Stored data
────────────────
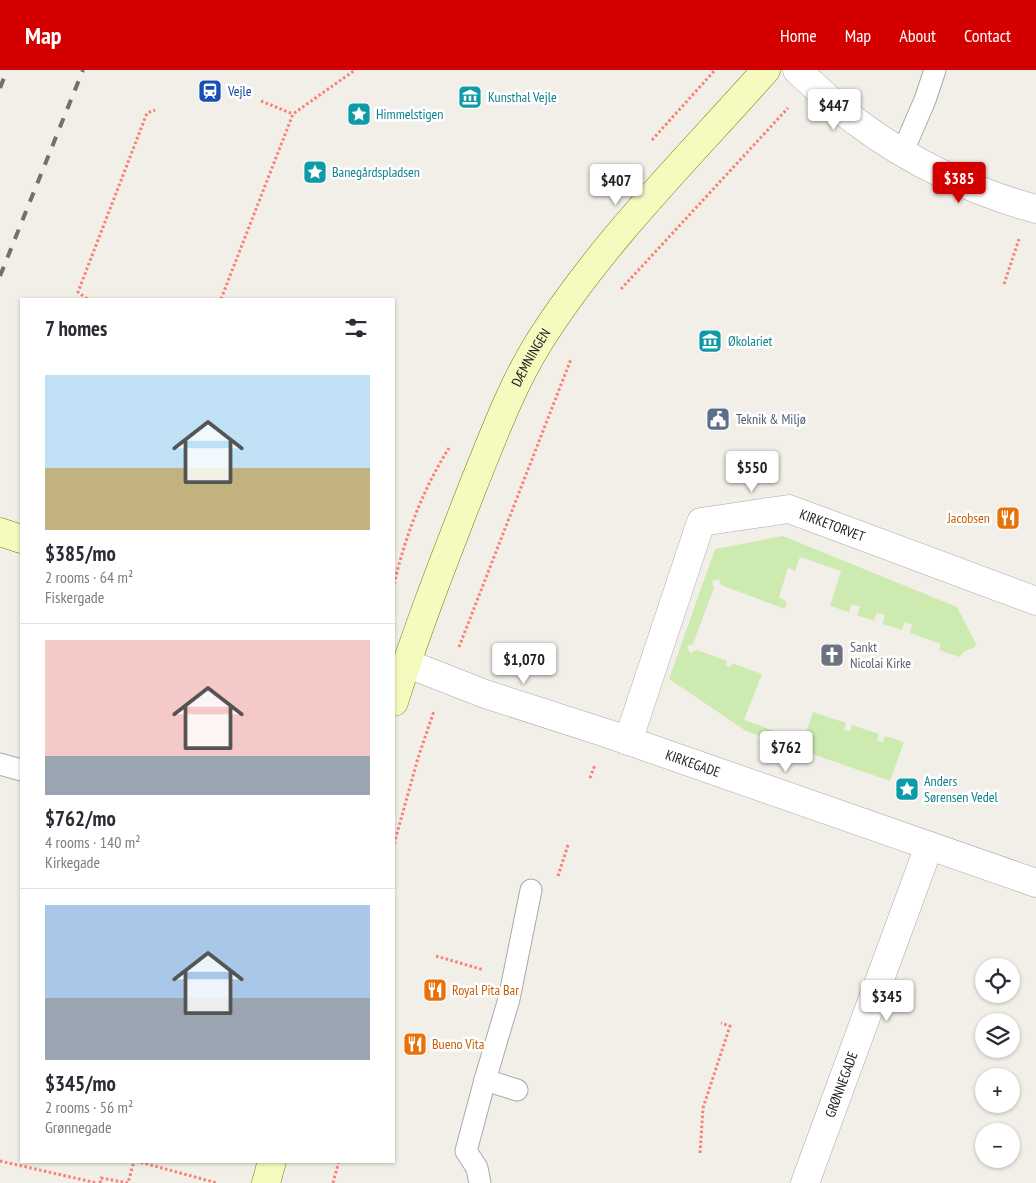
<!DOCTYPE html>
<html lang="en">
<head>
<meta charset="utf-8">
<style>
	body { margin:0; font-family:"PT Sans Narrow",sans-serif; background:#f7f7f7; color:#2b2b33; height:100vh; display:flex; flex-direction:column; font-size:19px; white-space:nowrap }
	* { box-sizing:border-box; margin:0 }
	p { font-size:16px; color:#7c7c81 }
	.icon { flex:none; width:28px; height:28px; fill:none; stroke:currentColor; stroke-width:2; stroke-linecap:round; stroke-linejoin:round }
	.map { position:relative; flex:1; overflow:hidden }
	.drawer { position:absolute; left:20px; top:228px; width:375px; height:865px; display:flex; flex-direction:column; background:#fff; border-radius:0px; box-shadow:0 1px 4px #0004 }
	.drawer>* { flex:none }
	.tools { position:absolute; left:975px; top:888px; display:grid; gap:10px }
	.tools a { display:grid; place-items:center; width:45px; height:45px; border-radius:50%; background:#fff; box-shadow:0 1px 4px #0004; font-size:25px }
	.price { position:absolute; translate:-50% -42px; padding:0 11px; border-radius:5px; background:#fff; color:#222; font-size:16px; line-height:32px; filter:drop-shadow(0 1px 2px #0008) }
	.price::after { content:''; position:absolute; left:50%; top:30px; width:15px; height:11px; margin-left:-8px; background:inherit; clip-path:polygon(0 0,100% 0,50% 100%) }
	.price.current { background:#d40000; color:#fff }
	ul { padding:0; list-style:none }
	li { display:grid; align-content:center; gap:10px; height:265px; padding:0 25px }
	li+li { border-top:1px solid #e1e1e2 }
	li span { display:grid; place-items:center; height:155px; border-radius:0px; color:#555 }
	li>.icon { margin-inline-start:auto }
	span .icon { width:90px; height:90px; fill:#fffc; stroke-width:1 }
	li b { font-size:21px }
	h2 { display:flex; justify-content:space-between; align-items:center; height:60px; padding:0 25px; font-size:21px }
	header { display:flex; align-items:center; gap:30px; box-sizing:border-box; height:70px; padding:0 25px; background:#d40000; color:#fff }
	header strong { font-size:24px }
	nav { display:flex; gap:28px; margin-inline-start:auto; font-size:18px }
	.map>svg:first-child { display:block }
	.grass { fill:#cdebb0 }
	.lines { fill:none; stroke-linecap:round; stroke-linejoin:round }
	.lane-casing { stroke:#a9a9a9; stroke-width:23 }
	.street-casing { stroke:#a9a9a9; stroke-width:29 }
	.secondary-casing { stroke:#707d05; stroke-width:29 }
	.path { stroke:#fa8072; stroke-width:3; stroke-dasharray:2.5 2.5; stroke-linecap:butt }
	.lane { stroke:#fff; stroke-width:21 }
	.street { stroke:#fff; stroke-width:28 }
	.secondary { stroke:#f7fabf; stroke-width:28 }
	.rail { stroke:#707070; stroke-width:4; stroke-dasharray:10 10; stroke-linecap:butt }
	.labels { text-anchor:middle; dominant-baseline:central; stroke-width:5; stroke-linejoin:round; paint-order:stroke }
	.transit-label { font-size:14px; fill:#164399; stroke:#fff; text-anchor:start }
	.culture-label { font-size:14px; fill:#0d838f; stroke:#fff; text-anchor:start }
	.street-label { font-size:14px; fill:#222; stroke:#fff }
	.service-label { font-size:14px; fill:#4e5e75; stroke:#fff; text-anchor:start }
	.food-label { font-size:14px; fill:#c56008; stroke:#fff; text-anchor:start }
	.worship-label { font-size:14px; fill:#5b616d; stroke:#fff; text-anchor:start }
</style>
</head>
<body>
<header>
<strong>Map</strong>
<nav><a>Home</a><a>Map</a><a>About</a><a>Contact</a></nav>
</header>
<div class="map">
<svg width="1036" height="1113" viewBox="0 0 1036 1113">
	<rect width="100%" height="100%" fill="#f2efe9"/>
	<!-- grass -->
	<polygon class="grass" points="783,466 957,537 977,576 965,581 959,587 939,580 941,574 910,563 912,555 905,552 902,560 882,554 885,545 877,543 874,551 857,545 860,537 852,534 849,542 830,536 841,501 800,487 795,501 788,498 779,527 787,532 785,539 721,515 719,509 712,511 714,518 693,574 687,576 690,583 697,580 727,591 726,596 731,597 732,593 762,604 744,650 803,671 813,642 846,653 844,660 850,661 852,655 879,664 877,671 883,672 885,666 904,672 890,711 746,661 669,609 715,479"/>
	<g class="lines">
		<!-- lane casing -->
		<g class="lane-casing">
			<g id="lane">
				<polyline points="903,81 925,30 935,0"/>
				<polyline points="0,694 21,700"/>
				<polyline points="517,1020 485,1010 509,929 531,820"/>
				<polyline points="480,1113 477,1098 466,1081 485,1010"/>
			</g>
		</g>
		<!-- street casing -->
		<g class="street-casing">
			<g id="street">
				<path d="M797 0C817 18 836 37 858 53 910 92 973 122 1036 139"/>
				<path id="s1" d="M406 593 485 624 606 663 1036 813"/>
				<path id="s2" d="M628 671 701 452 789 439 1036 531"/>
				<path id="s3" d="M805 1113 929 776"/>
			</g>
		</g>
		<!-- secondary casing -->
		<g class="secondary-casing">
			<g id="secondary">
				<polyline points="0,462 21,469"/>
				<path id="s4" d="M394 632C417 559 445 488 473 416 493 367 511 317 539 272 602 172 688 88 766 0"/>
				<polyline points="266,1113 272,1091"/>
			</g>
		</g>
		<!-- path -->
		<g class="path">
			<polyline points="261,31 293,44"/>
			<polyline points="652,70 715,0"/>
			<polyline points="1004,214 1019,169"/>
			<polyline points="621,219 788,38"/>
			<polyline points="87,229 78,222 147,43 155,40"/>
			<polyline points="221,229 293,44 355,0"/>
			<path d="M394 514C405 467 423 419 449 378"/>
			<polyline points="459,577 571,289"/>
			<polyline points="590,708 595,695"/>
			<polyline points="394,774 418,688 434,641"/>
			<polyline points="558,806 568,775"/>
			<polyline points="436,886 484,900"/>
			<polyline points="700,1083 703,1038 730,956 721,953"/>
			<polyline points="0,1091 97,1113"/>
			<polyline points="136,1091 217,1113"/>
			<polyline points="100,1113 101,1108 128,1113 134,1091"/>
			<polyline points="333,1113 339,1091"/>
		</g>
		<!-- lane -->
		<use href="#lane" class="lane"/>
		<!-- street -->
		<use href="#street" class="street"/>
		<!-- secondary -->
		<use href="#secondary" class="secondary"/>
		<!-- rail -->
		<g class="rail">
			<polyline points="0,18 7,0"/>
			<polyline points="0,206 83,0"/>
		</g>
	</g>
	<!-- icons -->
	<defs>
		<g id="station-square" transform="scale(1.25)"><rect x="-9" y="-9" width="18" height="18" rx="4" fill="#1a4fb4" stroke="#fff"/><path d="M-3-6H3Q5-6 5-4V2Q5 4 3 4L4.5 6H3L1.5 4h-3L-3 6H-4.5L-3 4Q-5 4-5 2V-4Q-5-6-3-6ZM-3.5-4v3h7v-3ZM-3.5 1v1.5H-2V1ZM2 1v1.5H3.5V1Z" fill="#fff"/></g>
		<g id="museum-square" transform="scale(1.25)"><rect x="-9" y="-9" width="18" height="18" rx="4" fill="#0f9aa8" stroke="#fff"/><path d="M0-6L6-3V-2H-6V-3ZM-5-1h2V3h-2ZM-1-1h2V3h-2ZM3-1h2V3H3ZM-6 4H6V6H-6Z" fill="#fff"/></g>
		<g id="sight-square" transform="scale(1.25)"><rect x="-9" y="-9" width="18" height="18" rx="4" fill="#0f9aa8" stroke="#fff"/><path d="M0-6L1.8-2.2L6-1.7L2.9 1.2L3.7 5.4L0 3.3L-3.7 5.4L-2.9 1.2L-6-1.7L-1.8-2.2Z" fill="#fff"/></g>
		<g id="civic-square" transform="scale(1.25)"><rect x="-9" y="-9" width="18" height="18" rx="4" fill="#5c6f8a" stroke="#fff"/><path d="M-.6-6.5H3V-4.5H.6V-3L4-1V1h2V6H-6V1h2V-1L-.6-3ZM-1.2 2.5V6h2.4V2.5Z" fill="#fff"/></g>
		<g id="restaurant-square" transform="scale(1.25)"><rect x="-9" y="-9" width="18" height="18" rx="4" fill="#e8710a" stroke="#fff"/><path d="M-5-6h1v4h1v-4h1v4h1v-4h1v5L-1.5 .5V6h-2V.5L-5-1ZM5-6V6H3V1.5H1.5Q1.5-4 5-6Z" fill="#fff"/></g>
		<g id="church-square" transform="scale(1.25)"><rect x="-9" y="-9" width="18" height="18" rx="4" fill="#6b7280" stroke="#fff"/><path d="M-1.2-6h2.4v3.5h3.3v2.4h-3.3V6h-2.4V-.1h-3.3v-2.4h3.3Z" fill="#fff"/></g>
	</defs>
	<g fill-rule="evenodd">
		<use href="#station-square" x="210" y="21"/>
		<use href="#museum-square" x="470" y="27"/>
		<use href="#sight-square" x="359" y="44"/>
		<use href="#sight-square" x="315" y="102"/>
		<use href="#museum-square" x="710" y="271"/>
		<use href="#civic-square" x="718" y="349"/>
		<use href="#restaurant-square" x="1008" y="448"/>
		<use href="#church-square" x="832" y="585"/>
		<use href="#sight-square" x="907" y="719"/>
		<use href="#restaurant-square" x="435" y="920"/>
		<use href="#restaurant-square" x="415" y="974"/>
	</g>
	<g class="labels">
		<!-- transit labels -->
		<g class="transit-label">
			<text x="228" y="21">Vejle</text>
		</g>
		<!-- culture labels -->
		<g class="culture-label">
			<text x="488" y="27">Kunsthal Vejle</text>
			<text x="376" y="44">Himmelstigen</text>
			<text x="332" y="102">Banegårdspladsen</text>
			<text x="728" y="271">Økolariet</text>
			<text x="924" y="711">Anders<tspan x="924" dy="16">Sørensen Vedel</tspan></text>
		</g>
		<!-- street labels -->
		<g class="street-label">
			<text stroke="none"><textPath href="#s4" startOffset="371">DÆMNINGEN</textPath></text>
			<text stroke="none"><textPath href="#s2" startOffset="366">KIRKETORVET</textPath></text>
			<text stroke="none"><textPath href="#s1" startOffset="304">KIRKEGADE</textPath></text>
			<text stroke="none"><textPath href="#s3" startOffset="105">GRØNNEGADE</textPath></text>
		</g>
		<!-- service labels -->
		<g class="service-label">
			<text x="736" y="349">Teknik &amp; Miljø</text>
		</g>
		<!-- food labels -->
		<g class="food-label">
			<text x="990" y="448" text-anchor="end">Jacobsen</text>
			<text x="452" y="920">Royal Pita Bar</text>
			<text x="432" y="974">Bueno Vita</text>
		</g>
		<!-- worship labels -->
		<g class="worship-label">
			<text x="850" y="577">Sankt<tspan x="850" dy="16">Nicolai Kirke</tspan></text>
		</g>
	</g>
</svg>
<div class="tools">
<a><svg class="icon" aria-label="locate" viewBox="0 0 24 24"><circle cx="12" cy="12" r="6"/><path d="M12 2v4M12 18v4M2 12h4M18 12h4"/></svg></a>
<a><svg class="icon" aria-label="layers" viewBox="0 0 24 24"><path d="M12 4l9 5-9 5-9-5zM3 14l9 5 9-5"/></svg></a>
<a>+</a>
<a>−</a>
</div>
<b class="price" style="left:834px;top:61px">$447</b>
<b class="price current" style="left:959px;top:134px">$385</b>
<b class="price" style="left:616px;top:136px">$407</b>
<b class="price" style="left:752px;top:423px">$550</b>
<b class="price" style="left:524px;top:615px">$1,070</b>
<b class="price" style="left:786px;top:703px">$762</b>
<b class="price" style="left:887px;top:952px">$345</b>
<section class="drawer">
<h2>7 homes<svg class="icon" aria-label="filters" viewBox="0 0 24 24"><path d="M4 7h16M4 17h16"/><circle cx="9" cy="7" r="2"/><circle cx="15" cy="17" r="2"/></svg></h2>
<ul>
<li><span style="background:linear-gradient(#bfe0f5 60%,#c2b280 0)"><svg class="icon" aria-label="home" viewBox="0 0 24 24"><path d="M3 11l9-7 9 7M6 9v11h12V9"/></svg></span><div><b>$385/mo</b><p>2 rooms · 64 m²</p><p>Fiskergade</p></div></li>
<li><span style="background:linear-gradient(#f6c9c9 75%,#9aa5b1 0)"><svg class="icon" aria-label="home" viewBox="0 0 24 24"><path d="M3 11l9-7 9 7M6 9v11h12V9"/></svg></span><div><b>$762/mo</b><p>4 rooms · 140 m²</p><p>Kirkegade</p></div></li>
<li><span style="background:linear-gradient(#a9c7e8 60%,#9aa5b1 0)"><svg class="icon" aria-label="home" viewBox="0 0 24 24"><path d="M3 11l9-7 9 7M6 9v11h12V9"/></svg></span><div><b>$345/mo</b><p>2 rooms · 56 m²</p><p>Grønnegade</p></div></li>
</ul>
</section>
</div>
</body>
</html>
────────────────
Which lines of the data include "tools"? Copy each of them.

	.tools { position:absolute; left:975px; top:888px; display:grid; gap:10px }
	.tools a { display:grid; place-items:center; width:45px; height:45px; border-radius:50%; background:#fff; box-shadow:0 1px 4px #0004; font-size:25px }
<div class="tools">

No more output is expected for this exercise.